Russia touts ‘war with NATO’ amid losses in Ukraine
As Russia faces challenges on the frontlines and at home, President Putin’s backers engage in war of words with Kyiv’s Western allies. Kyiv, Ukraine
As Russia faces challenges on the frontlines and at home, President Putin’s backers engage in war of words with Kyiv’s Western allies. Kyiv, Ukraine – Clad in military fatigues, Russian President Vladimir Putin listened to his top general talk about Ukraine’s “Western sponsors”. “Lacking success on the ground, the Kyiv regime is trying to convince its Western sponsors that it overtook the initiative and had significant battlefield gains,” Valery Gerasimov, chief of Russia’s General Staff of the Armed Forces, told Putin in televised remarks. In response, Putin urged him to “continue analysing” the involvement of each Western nation in the war that has not gone according to Moscow’s battlefield plans and its wish to “demilitarise” Ukraine back in 2022. “We’ll need this analysis for the possible making of responsible decisions in the future,” the Russian president said in the video broadcast, released at the beginning of a news cycle in the United States ahead of the Independence Day weekend. To anyone familiar with the recent turn of hostilities, their conversation seemed staged and based on false information. Putin claimed that his troops “completely liberated” the long-contested eastern city of Kostiantynivka, even though Ukrainians still control parts of it, and Ukrainian President Volodymyr Zelenskyy challenged Putin to meet him there to “find a diplomatic solution” to end the war. Putin also purported that this year, Moscow seized more than 3,000 square kilometres (1,158 square miles) of “our land” in Ukraine. But because of the shifting front lines and Ukraine’s counteroffensive, Moscow’s actual gains between January and July amounted to a mere 97 sq km (37.4 sq miles), according to the Institute for the Study of War, a US-based think tank that provides verified, geolocated data.

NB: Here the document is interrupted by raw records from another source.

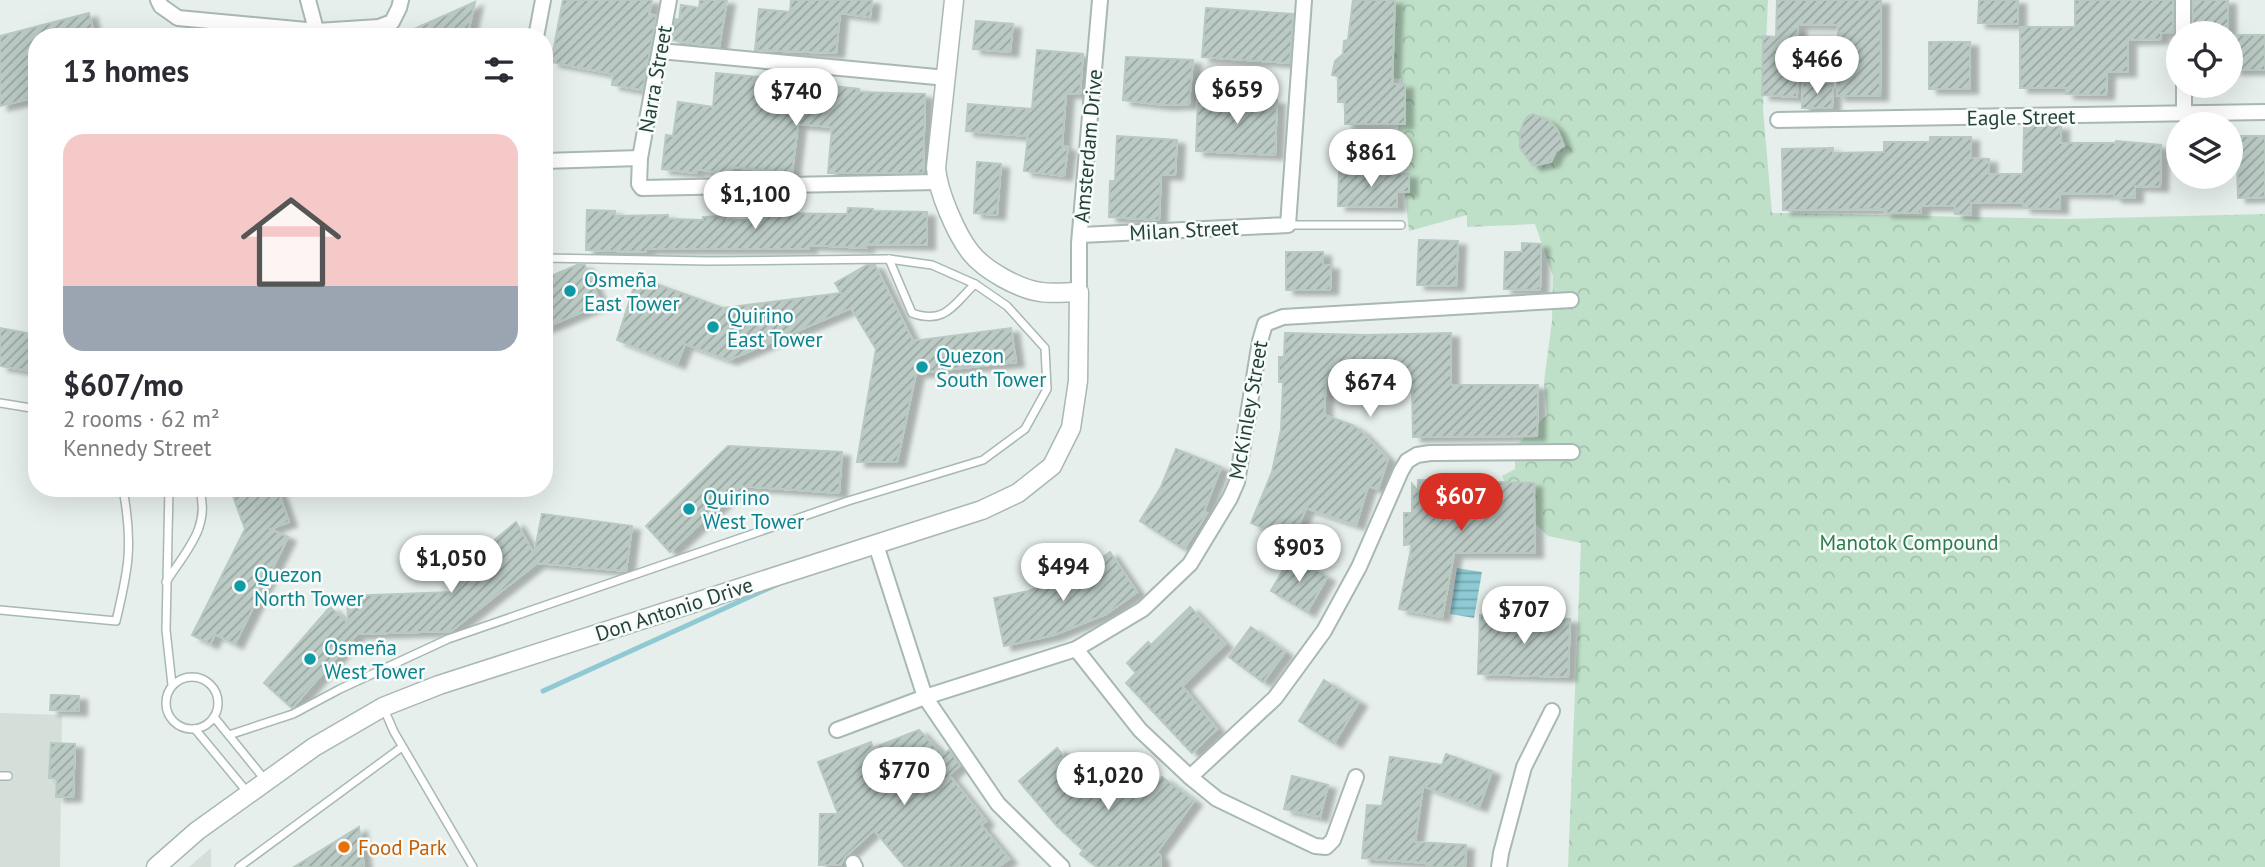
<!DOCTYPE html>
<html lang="en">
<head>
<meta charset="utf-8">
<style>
  body { margin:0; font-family:"PT Sans",sans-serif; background:#f7f7f7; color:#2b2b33; height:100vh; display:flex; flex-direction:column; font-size:26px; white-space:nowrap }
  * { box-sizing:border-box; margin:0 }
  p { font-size:23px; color:#7c7c81 }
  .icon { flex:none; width:38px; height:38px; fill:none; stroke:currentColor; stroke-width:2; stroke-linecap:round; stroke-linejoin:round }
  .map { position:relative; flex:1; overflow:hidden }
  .side { position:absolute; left:28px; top:28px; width:525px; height:469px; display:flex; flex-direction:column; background:#fff; border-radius:28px; box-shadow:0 7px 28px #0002 }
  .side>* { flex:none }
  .controls { position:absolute; left:2166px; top:21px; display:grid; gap:14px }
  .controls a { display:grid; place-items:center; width:77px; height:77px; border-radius:50%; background:#fff; box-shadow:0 7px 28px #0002; font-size:35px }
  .price { position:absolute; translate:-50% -60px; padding:0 16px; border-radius:24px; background:#fff; color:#222; font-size:23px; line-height:46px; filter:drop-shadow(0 2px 4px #0008) }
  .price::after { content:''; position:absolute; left:50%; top:42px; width:21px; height:16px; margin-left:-10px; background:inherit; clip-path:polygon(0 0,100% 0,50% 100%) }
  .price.selected { background:#d93025; color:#fff }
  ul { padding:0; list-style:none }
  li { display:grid; align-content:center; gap:14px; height:371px; padding:0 35px }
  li+li { border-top:2px solid #e1e1e2 }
  li span { display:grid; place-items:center; height:217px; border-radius:21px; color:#555 }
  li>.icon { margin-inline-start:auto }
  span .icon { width:126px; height:126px; fill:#fffc; stroke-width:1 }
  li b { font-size:30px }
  h2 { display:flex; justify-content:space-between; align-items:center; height:84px; padding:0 35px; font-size:30px }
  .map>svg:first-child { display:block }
  .built { fill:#d4dfda }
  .forest { fill:url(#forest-crowns) }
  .water { fill:url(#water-rules) }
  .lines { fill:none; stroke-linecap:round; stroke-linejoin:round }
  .stream { stroke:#8ec9d4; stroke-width:5 }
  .building { fill:url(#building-hatch); stroke:#b8c9c2; stroke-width:2; filter:url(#shadow) }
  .service-casing { stroke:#a8b8b2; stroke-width:10 }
  .minor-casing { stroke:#a8b8b2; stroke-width:18 }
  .tertiary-casing { stroke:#a8b8b2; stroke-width:21 }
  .service { stroke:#fff; stroke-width:7 }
  .minor { stroke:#fff; stroke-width:14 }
  .tertiary { stroke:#fff; stroke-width:18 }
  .culture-dot { fill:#0f9aa8; stroke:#f7fbf9; stroke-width:2.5 }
  .food-dot { fill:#e8710a; stroke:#f7fbf9; stroke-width:2.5 }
  .labels { text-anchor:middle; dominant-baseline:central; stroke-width:5; stroke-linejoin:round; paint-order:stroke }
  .street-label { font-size:21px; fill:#24423a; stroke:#f7fbf9 }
  .culture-label { font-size:21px; fill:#0d838f; stroke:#f7fbf9; text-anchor:start }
  .park-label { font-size:21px; fill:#2d7a4b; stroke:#f7fbf9 }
  .food-label { font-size:21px; fill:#c56008; stroke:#f7fbf9; text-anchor:start }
</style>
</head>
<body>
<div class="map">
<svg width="2265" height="867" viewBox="0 0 2265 867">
  <defs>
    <pattern id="forest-crowns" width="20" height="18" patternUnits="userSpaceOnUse" patternTransform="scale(1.75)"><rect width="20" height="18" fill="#bfe0c8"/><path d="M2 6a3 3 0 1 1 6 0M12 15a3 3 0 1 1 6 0" fill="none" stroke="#a4c1ad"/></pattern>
    <pattern id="water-rules" width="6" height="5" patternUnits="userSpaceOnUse" patternTransform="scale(1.75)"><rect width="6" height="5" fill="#8ec9d4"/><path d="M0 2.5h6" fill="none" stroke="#74a5ad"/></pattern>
    <pattern id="building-hatch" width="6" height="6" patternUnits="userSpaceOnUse" patternTransform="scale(1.75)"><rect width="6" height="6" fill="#bbcac4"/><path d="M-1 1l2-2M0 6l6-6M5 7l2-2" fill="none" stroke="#98a6a0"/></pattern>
    <filter id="shadow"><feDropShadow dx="8" dy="4.5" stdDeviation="2" flood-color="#0004"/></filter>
  </defs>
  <rect width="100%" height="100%" fill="#e6efeb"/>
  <g class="built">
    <path d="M0 713 62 715 60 867H0Z"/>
    <path d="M211 848V867H189Z"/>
  </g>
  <path class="forest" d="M1375 0H1768L1763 109 1772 213 2066 219 2265 214V867H1568L1581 543 1548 536 1515 504 1502 476 1515 469V447L1547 415 1544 382 1552 321 1553 276 1535 224 1467 227V215L1409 231 1398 130 1401 79 1378 77Z"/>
  <path class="water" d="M1457 568 1482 572 1474 618 1450 614Z"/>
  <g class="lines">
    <path class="stream" d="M543 691 778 584"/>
  </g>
  <g class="building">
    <path d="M563 0H652L649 14 656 16 643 90 612 85 613 74 551 62Z"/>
    <path d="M700 0H727L719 47 671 40 675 19 679 20 681 5 699 8Z"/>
    <path d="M791 0H872L870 17 840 13 836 53 755 50 759 9 790 12Z"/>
    <path d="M1353 0H1395L1392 84H1405V124H1345V102H1338V76L1332 75 1335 61 1343 54 1344 41 1348 40Z"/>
    <path d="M1777 0H1881L1880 96H1837L1838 25 1798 24 1797 97 1762 95 1763 36 1776 37Z"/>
    <path d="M1979 0H2018V24L1978 23Z"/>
    <path d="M2075 0H2173V33H2161V39L2128 40V72H2107L2106 95 2066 94V88H2020V27H2075Z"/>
    <rect x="2193" y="0" width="35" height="33"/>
    <path d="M475 2 467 37H396Z"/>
    <path d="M1206 8 1293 14 1290 63 1202 57Z"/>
    <path d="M89 13 95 37H37V97L0 106V36Z"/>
    <path d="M976 21 1013 24 1010 52 973 49Z"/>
    <rect x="2233" y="35" width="32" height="35"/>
    <rect x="1929" y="42" width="41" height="47"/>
    <path d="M1037 50 1083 54 1080 94 1066 93 1062 146 1068 147 1064 176 1024 171 1028 136 966 131 968 104 1032 109Z"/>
    <path d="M1126 57 1193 60 1189 104 1165 105 1123 100Z"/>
    <path d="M716 73 801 81 800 86 833 88 834 86 859 89V92L925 94 923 173H828L832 127 798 124 792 173 732 167 731 175 697 169 696 173 662 169 666 135 673 136 678 102 713 107Z"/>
    <path d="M1803 83 1833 84 1832 108H1802Z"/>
    <path d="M1198 97 1277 100 1275 155 1196 151Z"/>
    <path d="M1533 114 1548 120 1557 129 1564 146 1556 151 1551 162 1533 166 1520 148V132L1524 121Z"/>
    <path d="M2024 126H2061V143H2116V141L2161 145 2160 187 2135 186V198H2114V194L2060 193V209L2023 208V203H1971V215L1955 214V206H1921V213H1884V209L1783 210 1782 149 1833 148V153L1884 152V142H1930V137H1971V158L1989 159V174H2023Z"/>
    <path d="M1117 136 1177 140 1175 175H1161L1159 220 1109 217 1110 181H1115Z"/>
    <path d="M2236 136H2265V197L2238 198Z"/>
    <path d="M977 162 1001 164 997 215 974 213Z"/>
    <path d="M1339 172 1409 174V192H1397V207L1338 206Z"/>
    <path d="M848 208 873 209V211L927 212V245L865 244 866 248 809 245V249H646V252L586 250 587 210 615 211V216L668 215V219L703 220V217L726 216V220H757L758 213 847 214Z"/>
    <path d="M1419 240 1458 241 1456 286 1417 285Z"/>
    <path d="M1522 243 1541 244 1540 290 1504 289 1505 252H1522Z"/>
    <path d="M1286 252H1323V265H1331L1330 290H1286Z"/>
    <path d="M577 265H585L601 304 544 328V279Z"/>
    <path d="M867 265H875L913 341 1011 328 1016 362 916 373 897 462H857L876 349 851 308 729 360 685 344 677 364 617 340 637 277 723 308 841 293 835 283Z"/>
    <path d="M0 328 37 335V372L0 366Z"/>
    <path d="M1285 333 1366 335 1451 333V385H1538L1537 436 1413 437 1412 387 1367 385V380L1326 379 1324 415 1352 425 1361 431 1388 459 1378 489 1368 486 1356 525 1306 508 1292 541 1251 523 1272 472 1281 430 1283 382H1279V357H1284Z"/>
    <path d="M728 446 842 452 839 493 740 486 670 552 646 526Z"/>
    <path d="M1176 449 1221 467 1204 511 1207 513 1184 549 1140 521 1161 487Z"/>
    <path d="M1418 480 1534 483 1535 553H1454L1442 617 1399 609 1412 544 1404 545V513H1412V484L1418 491Z"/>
    <path d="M230 488H277L289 522 270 529 288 537 235 644 215 634 210 644 192 635 245 529Z"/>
    <path d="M542 514 632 526 626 571 537 563 451 631 357 634 292 708 264 683 330 607 348 623 347 596 453 592 448 579 516 522 534 554Z"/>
    <path d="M1110 552 1137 592 1106 614 1054 635 1004 646 994 598 1029 591 1068 574 1071 580Z"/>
    <path d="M1291 556 1327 577 1307 612 1271 591Z"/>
    <path d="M1190 607 1225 644 1182 686 1217 729 1192 753 1126 683 1136 673 1127 663 1148 642 1151 645Z"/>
    <path d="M1480 615 1570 619 1568 677 1478 674Z"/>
    <path d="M1251 627 1285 652 1263 682 1229 657Z"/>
    <path d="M1324 680 1359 702 1334 743 1299 721Z"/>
    <path d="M51 695 79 696V711L50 710Z"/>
    <path d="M919 730 943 755 949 750 960 765 949 775 986 821 981 825 1009 859 998 867H905L874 830 845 857 840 865H819L820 814H838L818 762 871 742 873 748Z"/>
    <path d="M51 743 75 744 73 797H56L57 778H49Z"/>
    <path d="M1057 748 1092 790 1121 761 1151 792 1162 777 1194 801 1157 852 1161 857V867H1097L1080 854 1083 850 1057 826 1019 781Z"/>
    <path d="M1446 754 1492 771 1479 807 1423 786 1415 842 1466 845 1465 867H1426L1427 863 1362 858 1367 805 1382 806 1390 757 1442 765Z"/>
    <path d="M1292 776 1328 785 1320 817 1284 809Z"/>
    <path d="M359 827 364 867H294Z"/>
  </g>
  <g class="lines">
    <defs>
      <g id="service">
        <path d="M1288 225H1401"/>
        <path d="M889 259 912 313C945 325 953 305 975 284"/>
        <path d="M0 403 37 409"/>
        <path d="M169 488 166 630 172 685"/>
        <path d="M166 582C185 552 212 526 199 488"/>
        <path d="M0 610 116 621C128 571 133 547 124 495L120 488"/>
        <circle cx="192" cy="703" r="26"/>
        <path d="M384 709 394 732 473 867"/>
        <path d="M214 717 266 781"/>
        <path d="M195 729 248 793"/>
        <path d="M229 735 293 714 340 689 448 639 848 501 983 460 1025 429 1047 389 1045 348 1007 306 975 284 932 265 889 259 709 261 544 258"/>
        <path d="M0 776H8"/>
        <path d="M239 867 402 747"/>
      </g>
      <g id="minor">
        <path d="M158 0 161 6 178 18 317 31 379 27 392 22 399 8 401 0"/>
        <path d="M308 0 318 37"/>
        <path d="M669 0 640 158 639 184 642 188 937 182"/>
        <path d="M2183 0V33"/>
        <path d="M536 37 543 0"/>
        <path d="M660 51 947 78"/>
        <path d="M2184 86V115"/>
        <path d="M1778 120 2265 112"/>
        <path d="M544 161 640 158"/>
        <path d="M1081 235 1288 225 1304 0"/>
        <path d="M1079 292V243L1100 0"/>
        <path d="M876 545 925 697 998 804 1062 867"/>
        <path d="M1076 649 1140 730 1190 777 1217 799 1315 846 1326 847 1333 840 1356 777"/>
        <path d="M837 730 925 697 1076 649 1143 609 1190 564 1230 498 1237 482 1260 341 1265 324 1283 317 1571 300"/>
        <path d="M1190 777 1275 698 1324 631 1359 567 1401 471 1407 461 1417 455 1430 453 1572 452"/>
        <path d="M853 863 855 867"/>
        <path d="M1499 867 1501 853 1524 767 1552 711"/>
      </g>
      <path id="tertiary" d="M156 867 197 831 314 747 383 707 439 685 982 510 1018 493 1052 466 1071 428 1078 381 1079 292C1067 292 1053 294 1041 292 1018 289 985 270 971 253 956 234 938 192 936 168L954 0"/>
    </defs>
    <use href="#service" class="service-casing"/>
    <use href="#minor" class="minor-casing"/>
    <use href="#tertiary" class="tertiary-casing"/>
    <use href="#service" class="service"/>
    <use href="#minor" class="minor"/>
    <use href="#tertiary" class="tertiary"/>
  </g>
  <g class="culture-dot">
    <circle cx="570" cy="291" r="7"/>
    <circle cx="713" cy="327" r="7"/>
    <circle cx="922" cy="367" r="7"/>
    <circle cx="689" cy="509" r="7"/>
    <circle cx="240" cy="586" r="7"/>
    <circle cx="310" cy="659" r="7"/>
  </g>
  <circle class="food-dot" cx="344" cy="847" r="7"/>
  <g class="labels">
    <g class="street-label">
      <text transform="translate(655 79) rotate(-80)">Narra Street</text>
      <text transform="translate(2021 117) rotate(-1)">Eagle Street</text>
      <text transform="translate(1088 146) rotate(-85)">Amsterdam Drive</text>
      <text transform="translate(1184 230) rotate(-3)">Milan Street</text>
      <text transform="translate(1248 410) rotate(-80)">McKinley Street</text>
      <text transform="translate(674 609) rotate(-18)">Don Antonio Drive</text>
    </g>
    <g class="culture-label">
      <text x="584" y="279">Osmeña<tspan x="584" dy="24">East Tower</tspan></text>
      <text x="727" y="315">Quirino<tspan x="727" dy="24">East Tower</tspan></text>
      <text x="936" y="355">Quezon<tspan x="936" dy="24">South Tower</tspan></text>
      <text x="703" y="497">Quirino<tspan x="703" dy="24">West Tower</tspan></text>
      <text x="254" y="574">Quezon<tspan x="254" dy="24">North Tower</tspan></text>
      <text x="324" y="647">Osmeña<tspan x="324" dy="24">West Tower</tspan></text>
    </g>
    <g class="park-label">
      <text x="1909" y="542">Manotok Compound</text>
    </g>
    <g class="food-label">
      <text x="358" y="847">Food Park</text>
    </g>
  </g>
</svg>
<div class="controls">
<a><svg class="icon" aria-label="locate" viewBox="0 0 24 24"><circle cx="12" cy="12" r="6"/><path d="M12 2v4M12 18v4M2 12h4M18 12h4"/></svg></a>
<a><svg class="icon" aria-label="layers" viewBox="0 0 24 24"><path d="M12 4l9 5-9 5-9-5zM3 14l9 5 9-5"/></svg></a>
</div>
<b class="price" style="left:1817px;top:96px">$466</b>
<b class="price" style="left:1237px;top:126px">$659</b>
<b class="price" style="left:796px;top:128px">$740</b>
<b class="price" style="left:1371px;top:189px">$861</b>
<b class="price" style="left:755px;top:231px">$1,100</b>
<b class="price" style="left:1370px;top:419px">$674</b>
<b class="price selected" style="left:1461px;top:533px">$607</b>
<b class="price" style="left:1299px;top:584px">$903</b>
<b class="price" style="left:451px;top:595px">$1,050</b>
<b class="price" style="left:1063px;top:603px">$494</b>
<b class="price" style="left:1524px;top:646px">$707</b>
<b class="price" style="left:904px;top:807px">$770</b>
<b class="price" style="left:1108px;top:812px">$1,020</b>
<section class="side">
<h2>13 homes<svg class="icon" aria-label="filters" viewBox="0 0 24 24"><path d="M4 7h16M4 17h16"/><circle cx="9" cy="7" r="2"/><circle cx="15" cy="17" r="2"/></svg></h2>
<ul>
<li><span style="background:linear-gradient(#f6c9c9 70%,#9aa5b1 0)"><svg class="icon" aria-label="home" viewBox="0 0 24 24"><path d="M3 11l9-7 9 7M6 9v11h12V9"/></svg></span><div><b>$607/mo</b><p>2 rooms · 62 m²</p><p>Kennedy Street</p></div></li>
</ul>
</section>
</div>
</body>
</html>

Instead of facing facts, Putin is creating a “constructed reality premised on a rejection of the tactical and operational developments,” it said. “Putin’s control over the information space and his ability to shape and propagate narratives of Russian military success are critical to maintaining this false reality,” it said. And Russia’s claims of seizing a town or a village are often based on missions by servicemen who are ordered to reach a central square or another landmark and send a photo of themselves planting a Russian flag. “And then we kill them, and they never make it back,” Andriy, a Ukrainian serviceman who spent three years on the eastern frontline, told Al Jazeera, withholding his last name in accordance with wartime protocol. ‘It has to be justified, explained to their audience’ To a four-star Ukrainian general, Putin’s goals are crystal clear – to convince the Russian public that it was NATO’s backing that turned Moscow’s blitzkrieg, dubbed a “special military operation”, into a full-scale “war with NATO” with no end in sight. “The goal is to justify why the ‘special military operation’ has been lasting for the fifth year instead of months,” Lt. Gen. Ihor Romanenko, former deputy head of Ukraine’s general staff of armed forces, told Al Jazeera. The Kremlin uses “such a propaganda approach as it needs to show why the war has to be scaled up, why this is happening, that this is a war already, and they’re at war not with Ukraine, but with all of NATO,” he said. Amid daily Ukrainian strikes on occupied areas and mainland Russia from the Baltic to western Siberia, a growing fuel shortage and mounting economic problems, the Kremlin is warming Russians up to the idea of a wider mobilisation ostensibly planned for after the September 18-20 parliamentary vote.